Idealisten-Projekt Detroit - Wie die Kunst eine bankrotte Industriestadt retten soll

“Die Hälfte aller Gebäude in Downtown Detroit ist verschwunden, aber es gibt hier immer noch Dichte”, erklärt der Unternehmer und Kunstmäzen Gary Wasserman vor der Kulisse jenes eleganten Hochhauses, das den Anfang der endlosen Woodward Avenue markiert. Wie rund 80 andere Wolkenkratzer wurde auch dieser weiße Turm, der dem Architekten Yomura Yamasaki als Vorlage für das World Trade Center diente, kürzlich von dem Versicherungsgiganten Quicken Loans für eine Million Dollar gekauft - und Detroit damit einen Schritt vom Abgrund zurück geholt.
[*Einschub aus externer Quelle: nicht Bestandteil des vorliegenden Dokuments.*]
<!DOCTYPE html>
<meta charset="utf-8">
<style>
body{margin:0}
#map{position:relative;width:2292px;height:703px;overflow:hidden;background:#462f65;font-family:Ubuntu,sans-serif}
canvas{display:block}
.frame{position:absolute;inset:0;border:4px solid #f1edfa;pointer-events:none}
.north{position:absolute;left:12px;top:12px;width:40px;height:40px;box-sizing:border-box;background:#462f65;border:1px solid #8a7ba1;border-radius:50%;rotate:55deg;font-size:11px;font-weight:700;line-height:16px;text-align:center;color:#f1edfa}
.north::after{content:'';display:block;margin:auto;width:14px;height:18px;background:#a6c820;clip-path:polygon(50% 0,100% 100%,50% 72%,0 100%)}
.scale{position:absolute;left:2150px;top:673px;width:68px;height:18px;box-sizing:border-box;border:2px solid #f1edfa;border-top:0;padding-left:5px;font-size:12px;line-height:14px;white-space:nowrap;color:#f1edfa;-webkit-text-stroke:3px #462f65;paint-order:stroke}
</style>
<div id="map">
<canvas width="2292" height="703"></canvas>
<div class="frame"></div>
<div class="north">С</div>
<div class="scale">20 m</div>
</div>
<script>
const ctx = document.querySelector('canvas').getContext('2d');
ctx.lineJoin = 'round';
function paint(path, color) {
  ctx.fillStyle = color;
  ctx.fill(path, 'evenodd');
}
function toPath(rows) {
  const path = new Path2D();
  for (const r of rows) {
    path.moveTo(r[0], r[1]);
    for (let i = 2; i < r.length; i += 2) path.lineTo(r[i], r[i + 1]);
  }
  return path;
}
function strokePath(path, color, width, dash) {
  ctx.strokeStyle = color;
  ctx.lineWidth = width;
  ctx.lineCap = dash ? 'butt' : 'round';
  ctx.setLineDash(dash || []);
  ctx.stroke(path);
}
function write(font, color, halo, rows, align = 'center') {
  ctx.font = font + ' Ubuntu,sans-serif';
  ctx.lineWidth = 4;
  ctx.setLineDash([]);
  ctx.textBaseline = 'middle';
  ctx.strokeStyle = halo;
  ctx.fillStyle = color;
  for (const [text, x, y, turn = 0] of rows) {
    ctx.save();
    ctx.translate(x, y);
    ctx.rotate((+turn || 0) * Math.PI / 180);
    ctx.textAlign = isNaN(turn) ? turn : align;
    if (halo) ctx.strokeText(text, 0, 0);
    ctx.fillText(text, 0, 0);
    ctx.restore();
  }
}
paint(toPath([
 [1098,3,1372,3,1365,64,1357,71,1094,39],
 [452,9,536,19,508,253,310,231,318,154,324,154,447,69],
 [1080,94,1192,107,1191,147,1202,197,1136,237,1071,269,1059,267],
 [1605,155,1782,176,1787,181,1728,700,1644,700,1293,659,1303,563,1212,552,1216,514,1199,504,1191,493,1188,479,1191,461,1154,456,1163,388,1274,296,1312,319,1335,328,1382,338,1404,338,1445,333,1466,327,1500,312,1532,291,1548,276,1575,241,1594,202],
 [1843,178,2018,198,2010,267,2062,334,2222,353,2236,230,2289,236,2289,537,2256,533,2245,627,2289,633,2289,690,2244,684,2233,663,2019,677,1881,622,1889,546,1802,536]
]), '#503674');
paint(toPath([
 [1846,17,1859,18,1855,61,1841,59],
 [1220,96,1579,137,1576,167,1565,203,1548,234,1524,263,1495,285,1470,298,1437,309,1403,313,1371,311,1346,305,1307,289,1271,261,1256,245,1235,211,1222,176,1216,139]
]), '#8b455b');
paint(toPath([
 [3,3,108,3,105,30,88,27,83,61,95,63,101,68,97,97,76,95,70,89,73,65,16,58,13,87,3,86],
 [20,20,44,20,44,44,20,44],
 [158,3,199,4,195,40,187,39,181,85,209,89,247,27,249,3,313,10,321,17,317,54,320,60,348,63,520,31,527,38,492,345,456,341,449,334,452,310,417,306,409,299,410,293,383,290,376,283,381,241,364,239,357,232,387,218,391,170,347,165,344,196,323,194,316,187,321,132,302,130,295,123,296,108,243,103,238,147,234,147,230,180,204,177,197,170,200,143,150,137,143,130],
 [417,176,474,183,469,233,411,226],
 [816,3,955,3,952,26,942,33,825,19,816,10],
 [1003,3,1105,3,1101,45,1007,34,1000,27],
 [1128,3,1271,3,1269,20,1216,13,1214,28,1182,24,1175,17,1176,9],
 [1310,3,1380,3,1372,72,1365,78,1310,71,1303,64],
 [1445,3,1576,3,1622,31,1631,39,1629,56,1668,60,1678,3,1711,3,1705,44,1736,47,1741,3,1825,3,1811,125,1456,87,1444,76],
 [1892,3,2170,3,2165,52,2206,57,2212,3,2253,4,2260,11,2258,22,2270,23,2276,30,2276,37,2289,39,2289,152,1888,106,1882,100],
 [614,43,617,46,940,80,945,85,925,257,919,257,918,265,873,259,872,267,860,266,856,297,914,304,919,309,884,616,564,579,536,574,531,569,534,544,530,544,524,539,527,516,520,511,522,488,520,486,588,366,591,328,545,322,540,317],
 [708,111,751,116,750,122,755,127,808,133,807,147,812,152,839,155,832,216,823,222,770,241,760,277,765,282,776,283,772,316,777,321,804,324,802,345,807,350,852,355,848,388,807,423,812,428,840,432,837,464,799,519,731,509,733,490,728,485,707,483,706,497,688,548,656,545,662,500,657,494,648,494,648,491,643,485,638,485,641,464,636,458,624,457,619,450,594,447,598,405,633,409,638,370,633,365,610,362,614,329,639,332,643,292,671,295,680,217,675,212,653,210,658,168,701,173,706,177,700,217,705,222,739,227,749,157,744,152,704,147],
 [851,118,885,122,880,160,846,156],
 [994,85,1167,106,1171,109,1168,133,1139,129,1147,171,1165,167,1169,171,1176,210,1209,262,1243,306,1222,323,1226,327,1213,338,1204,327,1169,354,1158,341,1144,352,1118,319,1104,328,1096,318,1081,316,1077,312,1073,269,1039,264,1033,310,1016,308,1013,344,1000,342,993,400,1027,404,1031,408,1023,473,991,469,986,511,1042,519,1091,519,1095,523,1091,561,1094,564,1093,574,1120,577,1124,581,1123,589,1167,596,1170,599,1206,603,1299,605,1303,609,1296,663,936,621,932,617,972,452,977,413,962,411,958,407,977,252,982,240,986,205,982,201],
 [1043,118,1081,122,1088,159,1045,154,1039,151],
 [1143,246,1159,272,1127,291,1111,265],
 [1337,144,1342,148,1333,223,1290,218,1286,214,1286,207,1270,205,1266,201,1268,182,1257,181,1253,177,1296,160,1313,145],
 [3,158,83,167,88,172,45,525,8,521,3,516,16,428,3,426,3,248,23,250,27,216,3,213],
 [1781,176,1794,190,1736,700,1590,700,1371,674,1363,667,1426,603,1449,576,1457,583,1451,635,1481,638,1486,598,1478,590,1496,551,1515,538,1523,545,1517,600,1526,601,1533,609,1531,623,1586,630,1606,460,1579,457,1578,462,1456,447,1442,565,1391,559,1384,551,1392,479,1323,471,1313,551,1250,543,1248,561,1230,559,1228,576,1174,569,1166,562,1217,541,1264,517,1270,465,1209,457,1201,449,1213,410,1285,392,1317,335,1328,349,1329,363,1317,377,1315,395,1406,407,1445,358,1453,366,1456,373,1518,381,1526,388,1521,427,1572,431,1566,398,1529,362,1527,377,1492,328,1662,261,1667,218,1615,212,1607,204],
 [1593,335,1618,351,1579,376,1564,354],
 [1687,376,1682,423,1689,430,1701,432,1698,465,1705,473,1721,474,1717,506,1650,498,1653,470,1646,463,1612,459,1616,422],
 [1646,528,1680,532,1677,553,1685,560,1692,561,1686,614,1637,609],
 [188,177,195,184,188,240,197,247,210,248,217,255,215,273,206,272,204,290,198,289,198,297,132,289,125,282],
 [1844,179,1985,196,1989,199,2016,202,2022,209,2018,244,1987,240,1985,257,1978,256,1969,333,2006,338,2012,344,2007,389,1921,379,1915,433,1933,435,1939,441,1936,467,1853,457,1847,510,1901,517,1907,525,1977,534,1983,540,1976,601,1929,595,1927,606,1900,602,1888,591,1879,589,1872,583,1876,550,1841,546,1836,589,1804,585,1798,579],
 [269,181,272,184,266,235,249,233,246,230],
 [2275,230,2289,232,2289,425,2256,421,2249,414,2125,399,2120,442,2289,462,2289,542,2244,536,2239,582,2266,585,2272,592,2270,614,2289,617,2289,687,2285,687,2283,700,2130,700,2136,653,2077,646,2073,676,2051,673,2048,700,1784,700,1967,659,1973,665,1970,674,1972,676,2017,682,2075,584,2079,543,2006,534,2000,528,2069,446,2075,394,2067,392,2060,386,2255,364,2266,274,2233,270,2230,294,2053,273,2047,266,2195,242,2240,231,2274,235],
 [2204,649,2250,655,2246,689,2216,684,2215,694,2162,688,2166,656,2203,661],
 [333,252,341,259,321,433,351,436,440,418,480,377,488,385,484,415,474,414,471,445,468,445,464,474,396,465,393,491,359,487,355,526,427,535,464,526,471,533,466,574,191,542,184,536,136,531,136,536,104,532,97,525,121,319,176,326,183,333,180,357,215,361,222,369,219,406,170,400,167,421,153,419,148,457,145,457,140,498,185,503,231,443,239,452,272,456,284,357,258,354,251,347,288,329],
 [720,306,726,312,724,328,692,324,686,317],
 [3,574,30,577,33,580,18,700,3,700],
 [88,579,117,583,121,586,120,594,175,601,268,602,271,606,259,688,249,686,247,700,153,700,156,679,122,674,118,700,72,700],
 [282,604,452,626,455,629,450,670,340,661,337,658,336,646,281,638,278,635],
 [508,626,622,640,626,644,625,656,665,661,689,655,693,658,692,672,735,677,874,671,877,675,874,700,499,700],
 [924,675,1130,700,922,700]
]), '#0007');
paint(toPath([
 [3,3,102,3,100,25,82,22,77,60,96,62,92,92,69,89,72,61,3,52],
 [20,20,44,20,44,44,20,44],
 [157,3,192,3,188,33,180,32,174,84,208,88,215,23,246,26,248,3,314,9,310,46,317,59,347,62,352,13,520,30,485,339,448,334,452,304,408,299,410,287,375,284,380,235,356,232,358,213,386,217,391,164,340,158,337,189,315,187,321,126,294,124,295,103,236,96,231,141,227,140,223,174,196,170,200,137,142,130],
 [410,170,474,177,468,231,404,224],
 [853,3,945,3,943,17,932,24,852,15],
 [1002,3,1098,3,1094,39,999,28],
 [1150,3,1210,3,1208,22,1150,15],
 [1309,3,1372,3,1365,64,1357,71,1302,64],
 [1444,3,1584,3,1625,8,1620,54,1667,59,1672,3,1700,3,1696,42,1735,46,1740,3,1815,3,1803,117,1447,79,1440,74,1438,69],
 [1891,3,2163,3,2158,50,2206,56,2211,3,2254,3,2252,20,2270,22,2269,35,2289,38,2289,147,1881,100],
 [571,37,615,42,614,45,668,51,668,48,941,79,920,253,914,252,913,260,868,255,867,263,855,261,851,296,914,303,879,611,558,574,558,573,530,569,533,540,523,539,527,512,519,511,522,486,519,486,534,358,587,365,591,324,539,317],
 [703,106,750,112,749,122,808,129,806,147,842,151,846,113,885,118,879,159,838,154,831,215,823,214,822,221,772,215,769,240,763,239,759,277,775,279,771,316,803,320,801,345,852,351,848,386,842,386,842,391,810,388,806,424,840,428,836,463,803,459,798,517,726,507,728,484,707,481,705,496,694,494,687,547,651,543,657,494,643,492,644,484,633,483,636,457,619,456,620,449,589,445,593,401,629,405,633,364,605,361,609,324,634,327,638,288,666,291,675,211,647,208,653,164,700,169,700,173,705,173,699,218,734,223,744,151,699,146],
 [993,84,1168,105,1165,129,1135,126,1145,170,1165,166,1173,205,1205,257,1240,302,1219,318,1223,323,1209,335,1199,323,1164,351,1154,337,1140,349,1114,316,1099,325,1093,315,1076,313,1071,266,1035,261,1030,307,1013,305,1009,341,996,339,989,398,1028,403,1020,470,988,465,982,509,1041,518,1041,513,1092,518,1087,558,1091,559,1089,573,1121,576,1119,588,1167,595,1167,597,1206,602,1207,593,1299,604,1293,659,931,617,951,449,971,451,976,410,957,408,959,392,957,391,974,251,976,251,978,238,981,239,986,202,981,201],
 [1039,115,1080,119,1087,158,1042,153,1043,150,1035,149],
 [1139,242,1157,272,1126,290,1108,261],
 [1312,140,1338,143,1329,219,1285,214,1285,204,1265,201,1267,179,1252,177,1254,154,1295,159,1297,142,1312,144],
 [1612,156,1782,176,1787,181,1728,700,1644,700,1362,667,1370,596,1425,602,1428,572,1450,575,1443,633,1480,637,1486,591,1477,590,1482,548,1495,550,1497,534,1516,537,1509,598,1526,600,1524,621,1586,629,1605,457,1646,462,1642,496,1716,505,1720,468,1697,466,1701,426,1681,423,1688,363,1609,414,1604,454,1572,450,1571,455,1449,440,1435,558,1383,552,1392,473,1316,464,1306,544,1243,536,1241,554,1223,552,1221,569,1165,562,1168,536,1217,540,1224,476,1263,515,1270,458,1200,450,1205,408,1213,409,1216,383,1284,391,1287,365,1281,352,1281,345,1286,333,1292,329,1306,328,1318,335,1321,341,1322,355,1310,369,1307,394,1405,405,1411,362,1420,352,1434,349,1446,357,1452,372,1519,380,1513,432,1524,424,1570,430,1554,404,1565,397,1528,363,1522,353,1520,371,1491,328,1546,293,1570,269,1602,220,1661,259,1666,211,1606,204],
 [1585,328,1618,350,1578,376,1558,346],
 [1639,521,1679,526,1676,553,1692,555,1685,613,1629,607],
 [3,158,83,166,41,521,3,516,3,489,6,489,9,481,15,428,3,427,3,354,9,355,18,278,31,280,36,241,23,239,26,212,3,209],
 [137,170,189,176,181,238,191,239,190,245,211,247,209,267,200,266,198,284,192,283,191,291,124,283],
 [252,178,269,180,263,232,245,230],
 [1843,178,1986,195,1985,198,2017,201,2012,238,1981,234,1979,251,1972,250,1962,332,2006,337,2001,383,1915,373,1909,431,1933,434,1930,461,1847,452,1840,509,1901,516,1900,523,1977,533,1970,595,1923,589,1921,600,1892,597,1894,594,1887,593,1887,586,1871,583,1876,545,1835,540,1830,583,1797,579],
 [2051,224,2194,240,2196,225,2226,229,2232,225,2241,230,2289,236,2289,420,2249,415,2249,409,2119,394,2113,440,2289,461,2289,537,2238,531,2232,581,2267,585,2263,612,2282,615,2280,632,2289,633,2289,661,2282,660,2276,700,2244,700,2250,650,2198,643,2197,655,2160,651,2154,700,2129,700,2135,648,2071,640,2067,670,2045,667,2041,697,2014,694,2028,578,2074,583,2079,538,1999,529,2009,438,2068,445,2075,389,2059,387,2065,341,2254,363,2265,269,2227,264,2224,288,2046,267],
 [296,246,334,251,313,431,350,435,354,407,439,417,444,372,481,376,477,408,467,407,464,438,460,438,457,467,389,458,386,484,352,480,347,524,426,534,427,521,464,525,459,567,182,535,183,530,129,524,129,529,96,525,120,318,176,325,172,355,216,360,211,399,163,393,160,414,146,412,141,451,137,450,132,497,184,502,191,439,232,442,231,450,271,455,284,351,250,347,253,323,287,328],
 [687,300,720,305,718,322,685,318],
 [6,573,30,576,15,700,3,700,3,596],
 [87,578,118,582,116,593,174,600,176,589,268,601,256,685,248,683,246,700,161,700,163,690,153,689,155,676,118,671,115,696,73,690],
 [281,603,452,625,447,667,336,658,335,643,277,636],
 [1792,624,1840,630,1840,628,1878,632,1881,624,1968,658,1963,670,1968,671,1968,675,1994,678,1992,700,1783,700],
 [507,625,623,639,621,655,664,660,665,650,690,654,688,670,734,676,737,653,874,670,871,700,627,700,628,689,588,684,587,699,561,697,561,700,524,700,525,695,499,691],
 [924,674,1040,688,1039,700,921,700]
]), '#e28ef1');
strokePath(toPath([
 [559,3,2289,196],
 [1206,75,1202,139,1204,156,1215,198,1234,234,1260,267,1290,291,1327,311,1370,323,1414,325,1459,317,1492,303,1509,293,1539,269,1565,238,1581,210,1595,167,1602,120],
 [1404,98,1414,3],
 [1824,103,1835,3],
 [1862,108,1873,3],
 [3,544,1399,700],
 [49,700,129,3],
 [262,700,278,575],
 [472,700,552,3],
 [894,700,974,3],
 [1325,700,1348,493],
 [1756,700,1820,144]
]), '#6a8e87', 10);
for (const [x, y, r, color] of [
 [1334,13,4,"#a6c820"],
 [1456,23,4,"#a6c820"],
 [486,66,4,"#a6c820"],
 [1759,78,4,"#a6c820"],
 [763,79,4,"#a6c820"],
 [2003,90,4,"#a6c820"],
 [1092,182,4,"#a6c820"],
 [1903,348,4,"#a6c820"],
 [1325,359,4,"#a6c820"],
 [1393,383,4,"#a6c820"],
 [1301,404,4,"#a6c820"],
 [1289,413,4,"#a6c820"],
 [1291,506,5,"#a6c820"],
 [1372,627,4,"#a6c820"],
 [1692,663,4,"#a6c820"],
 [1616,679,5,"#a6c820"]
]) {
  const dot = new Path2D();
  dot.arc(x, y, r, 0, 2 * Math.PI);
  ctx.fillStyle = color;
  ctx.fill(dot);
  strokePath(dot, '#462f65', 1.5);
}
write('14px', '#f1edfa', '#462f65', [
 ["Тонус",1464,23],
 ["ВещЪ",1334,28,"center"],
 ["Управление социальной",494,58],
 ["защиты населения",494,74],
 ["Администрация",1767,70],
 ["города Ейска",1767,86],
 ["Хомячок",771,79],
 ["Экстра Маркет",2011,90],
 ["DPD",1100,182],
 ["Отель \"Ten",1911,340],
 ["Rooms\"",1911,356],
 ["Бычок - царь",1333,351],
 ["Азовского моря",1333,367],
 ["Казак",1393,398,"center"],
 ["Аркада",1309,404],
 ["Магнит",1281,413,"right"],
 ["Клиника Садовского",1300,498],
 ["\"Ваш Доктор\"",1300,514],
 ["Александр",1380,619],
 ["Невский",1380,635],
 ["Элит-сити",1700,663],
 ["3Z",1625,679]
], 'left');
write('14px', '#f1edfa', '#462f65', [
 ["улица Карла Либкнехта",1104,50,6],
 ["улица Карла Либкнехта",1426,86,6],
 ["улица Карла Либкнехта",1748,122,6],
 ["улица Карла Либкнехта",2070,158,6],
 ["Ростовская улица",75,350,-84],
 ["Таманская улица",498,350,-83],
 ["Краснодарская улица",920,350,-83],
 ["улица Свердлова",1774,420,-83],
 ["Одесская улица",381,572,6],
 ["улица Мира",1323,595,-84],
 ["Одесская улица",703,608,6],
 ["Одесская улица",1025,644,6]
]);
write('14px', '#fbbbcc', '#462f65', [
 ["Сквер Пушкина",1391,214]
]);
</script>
Verglichen mit Chicago oder gar Manhattan wirkt die verbliebene vertikale Architektur, zu der spektakuläre Bauten aus der Hochzeit der Motor City um den zweiten Weltkrieg herum gehören, eher spärlich. Doch Wasserman wird nicht müde, über seine zerrissene Heimatstadt als ein “urbanes Laboratorium für eine noch zu entwickelnde Stadtform des 21. Jahrhunderts” zu sprechen. Als er vor fünf Jahren hörte, dass junge Künstler verwaiste Nachbarschaften besiedelten, zog er aus seinem Zufluchtsort in Florida zurück nach Detroit, “eine gescheiterte postindustrielle Stadt mit reichhaltigen Ressourcen.” Voller Zuversicht eröffnete er inmitten der Misere eine Galerie. Heute hält er den damaligen Optimismus für nur zu fünf Prozent berechtigt - und kann ihn doch nicht begraben. 

Der beligische Künstler Koen Vanmechelen, der sein Cosmopolitan Chicken Project in Zusammenarbeit mit der Kunsthalle Detroit/Wasserman Project nach Detroit bringen will, vor einem Wandgemälde auf dem Großmarkt.

So vermochten die kreativen Pioniere das Schicksal der einstigen Industrie-und Kulturmetropole kaum eigenhändig zu wenden, aber sie stelltem dem “Detroit-Lamento” erstmals eine Hoffnungsbotschaft gegenüber: statt “Ruinen-Porno”, wie die Einheimischen die voyeuristische Bilderflut von verwitterten Villen, verlassenen Bahnhöfen und verkommenen Prachtkinos nennen, propagierten die furchtlosen, aus ihren überteuerten Ursprungsorten vertriebenen Immobilienopportunisten eine Detroit-Renaissance - der Motor sollte  diesmal die Kunst, das Handwerk und eine kleinformatige Biolandwirtschaft auf Motowns immensem Brachland sein.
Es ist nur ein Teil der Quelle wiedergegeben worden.